Clinical And Biological Features Related To Inrg Stages
Clinical features were found to be significantly associated with INRG stages in the full cohort (Table 1). We observed significant trends for an increasing percentage of patients with unfavorable clinical features with increasing tumor stage. Patients with stage M/Ms had larger tumor volume (P = 0.025), a higher percentage of patients aged ≥ 18 months ( 81.1% for stage M/Ms, 60.0% for stage L2, and 40.0% for stage L1; P = 0.026), elevated LDH levels (70.3% for stage M/Ms, 48.0% for stage L2, and 20.0% for stage L1; P = 0.026), and elevated ferritin levels (73.5% for stage M/Ms, 31.8% for stage L2, and 37.5% for stage L1; P = 0.005) compared with stage L1 and L2 patients. In addition, a prominent difference in the COG high risk between stage M/Ms disease and other stages (86.5% for stage M/Ms VS 23.8% for stage L2, P < 0.001; 86.5% for stage M/Ms VS 30.0% for stage L1, P = 0.001) was observed. As for the treatment modality, tumors without IDRF and stage L1 patients achieved more direct surgical resection compared with other stage patients (90.0% for stage L1 vs 44.0% for stage L2, P = 0.022; 90% for stage L1 vs 24.3% for stage M/Ms, P < 0.001).
Fewer associations between unfavorable biological features and INRG stages were detected in the full cohort, including unfavorable histology, undifferentiated/poorly differentiated grades, and MYCN amplification (Table 1). We observed an increase in the percentage of MYCN amplified in stage M/Ms compared with non-stage M/Ms patients (26.5% for stage M/Ms, 8.0% for stage L2, and 0% for stage L1, P = 0.06).
Clinical Outcomes Related To Inrg Stage
During the study period, 27 children (37.5% of 72) experienced an event and 19 children (26.4% of 72) died. Kaplan-Meier analysis revealed that the EFS and OS were similar for stage L1 and L2 tumors but were significantly poorer for metastatic disease (Fig. 1). Specifically, in 37 patients with stage M/M, EFS and OS were significantly lower than patients in stage L2 (EFS: X2 = 10.88, P = 0.001; OS: X2 = 12.78, P < 0.001) and patients in stage L21 (EFS: X2 = 9.033, P = 0.003; OS: X2 = 6.88, P = 0.01).

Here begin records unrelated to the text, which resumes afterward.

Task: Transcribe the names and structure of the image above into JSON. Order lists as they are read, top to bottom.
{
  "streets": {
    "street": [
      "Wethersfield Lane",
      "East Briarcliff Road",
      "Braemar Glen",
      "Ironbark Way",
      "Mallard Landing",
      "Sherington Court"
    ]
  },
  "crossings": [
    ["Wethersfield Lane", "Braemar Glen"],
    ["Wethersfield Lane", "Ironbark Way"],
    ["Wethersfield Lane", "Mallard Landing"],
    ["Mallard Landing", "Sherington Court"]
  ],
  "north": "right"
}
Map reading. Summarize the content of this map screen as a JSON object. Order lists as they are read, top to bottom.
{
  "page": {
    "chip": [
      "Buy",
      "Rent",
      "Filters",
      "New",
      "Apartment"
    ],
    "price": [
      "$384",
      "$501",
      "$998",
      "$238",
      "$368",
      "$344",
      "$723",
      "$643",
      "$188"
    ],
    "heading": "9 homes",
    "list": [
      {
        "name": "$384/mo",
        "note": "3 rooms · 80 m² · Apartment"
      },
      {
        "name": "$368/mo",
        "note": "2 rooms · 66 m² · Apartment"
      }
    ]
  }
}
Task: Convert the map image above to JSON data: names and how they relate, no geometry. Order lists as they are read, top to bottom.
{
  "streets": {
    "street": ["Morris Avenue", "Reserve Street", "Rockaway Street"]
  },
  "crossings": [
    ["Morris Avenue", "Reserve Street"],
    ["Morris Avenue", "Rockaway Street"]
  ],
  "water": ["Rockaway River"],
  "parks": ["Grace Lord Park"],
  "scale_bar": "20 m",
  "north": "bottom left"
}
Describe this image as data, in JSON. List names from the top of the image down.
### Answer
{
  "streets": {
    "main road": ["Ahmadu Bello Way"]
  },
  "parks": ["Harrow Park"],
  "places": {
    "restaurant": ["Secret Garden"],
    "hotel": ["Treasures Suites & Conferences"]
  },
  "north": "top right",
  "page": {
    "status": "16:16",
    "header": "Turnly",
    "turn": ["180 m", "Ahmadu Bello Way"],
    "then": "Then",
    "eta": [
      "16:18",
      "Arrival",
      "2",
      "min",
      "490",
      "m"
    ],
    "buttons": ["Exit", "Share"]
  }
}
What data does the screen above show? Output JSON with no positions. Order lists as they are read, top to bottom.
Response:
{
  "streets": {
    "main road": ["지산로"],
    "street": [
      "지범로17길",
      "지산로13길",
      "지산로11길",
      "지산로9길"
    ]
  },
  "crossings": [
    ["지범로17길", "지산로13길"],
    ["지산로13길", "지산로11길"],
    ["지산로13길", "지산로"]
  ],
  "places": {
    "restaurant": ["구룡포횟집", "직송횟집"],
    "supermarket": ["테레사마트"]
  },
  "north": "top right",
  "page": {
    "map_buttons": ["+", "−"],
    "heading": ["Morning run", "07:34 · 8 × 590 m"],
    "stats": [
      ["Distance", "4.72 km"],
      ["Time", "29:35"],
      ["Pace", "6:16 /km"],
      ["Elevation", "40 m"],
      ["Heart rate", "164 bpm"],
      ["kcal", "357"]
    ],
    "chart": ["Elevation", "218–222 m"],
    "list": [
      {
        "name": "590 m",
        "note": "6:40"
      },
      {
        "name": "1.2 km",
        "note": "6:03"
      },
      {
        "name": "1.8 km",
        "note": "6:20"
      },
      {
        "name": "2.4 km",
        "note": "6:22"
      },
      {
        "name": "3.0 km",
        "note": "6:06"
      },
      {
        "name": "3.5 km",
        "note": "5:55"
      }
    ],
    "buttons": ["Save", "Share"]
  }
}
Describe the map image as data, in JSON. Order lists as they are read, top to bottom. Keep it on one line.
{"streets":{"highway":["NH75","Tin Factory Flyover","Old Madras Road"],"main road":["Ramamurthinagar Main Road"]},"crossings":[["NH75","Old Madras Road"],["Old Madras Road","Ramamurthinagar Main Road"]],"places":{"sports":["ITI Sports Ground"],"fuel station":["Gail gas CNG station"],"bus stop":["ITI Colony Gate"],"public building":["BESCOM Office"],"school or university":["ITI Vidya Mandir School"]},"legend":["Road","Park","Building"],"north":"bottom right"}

In the full cohort, IDRF-negative patients remained prognostic of higher EFS (X2 = 3.45, P = 0.06) and OS (X2 = 3.07, P = 0.07) than IDRF-positive patients, but the difference was not significant (X2 = 5.743, P = 0.017). Similarly, IDRF-negative patients also did not have significantly better EFS (X2 = 0.184, P = 0.668) and OS (X2 = 0.826, P = 0.363) than IDRF-positive in M/Ms patients. Therefore, a subgroup analysis of the outcomes between IDRF-positive tumors with and without metastatic disease was conducted. Patients with stage M/Ms with IDRF-positive had poorer EFS (X2 = 11.242, P = 0.001) and OS (X2 = 14.003, P < 0.001) than patients with stage L2 disease (Fig. 2).
Clinical Outcomes Related To Idrf Number And Type
In the full cohort, we observed that patients with IDRF ≥ 4 had poorer EFS (X2 = 5.743, P = 0.017) and OS (X2 = 6.478, P = 0.011) than patients with IDRF < 4 (Fig. 3). However, in both stage L2 and M/Ms patients, no significant differences in EFS and OS were identified between IDRF ≥ 4 and IDRF < 4 (all P > 0.05).
Regarding specific IDRF type, tumors with vascular IDRF had lower EFS (X2 = 6.666, P = 0.010) and OS (X2 = 5.180, P = 0.023) compared to tumors without vascular IDRF; tumors with infiltrative IDRF had lower EFS (X2 = 7.527, P = 0.006) compared to tumors without infiltrative IDRF; similar results were also found in OS but were not significant (X2 = 3.034, P = 0.082) (Fig. 3); However, other IDRF types, including neurological IDRF, extensive IDRF, and airway compression, were not associated with EFS and OS (all P > 0.05).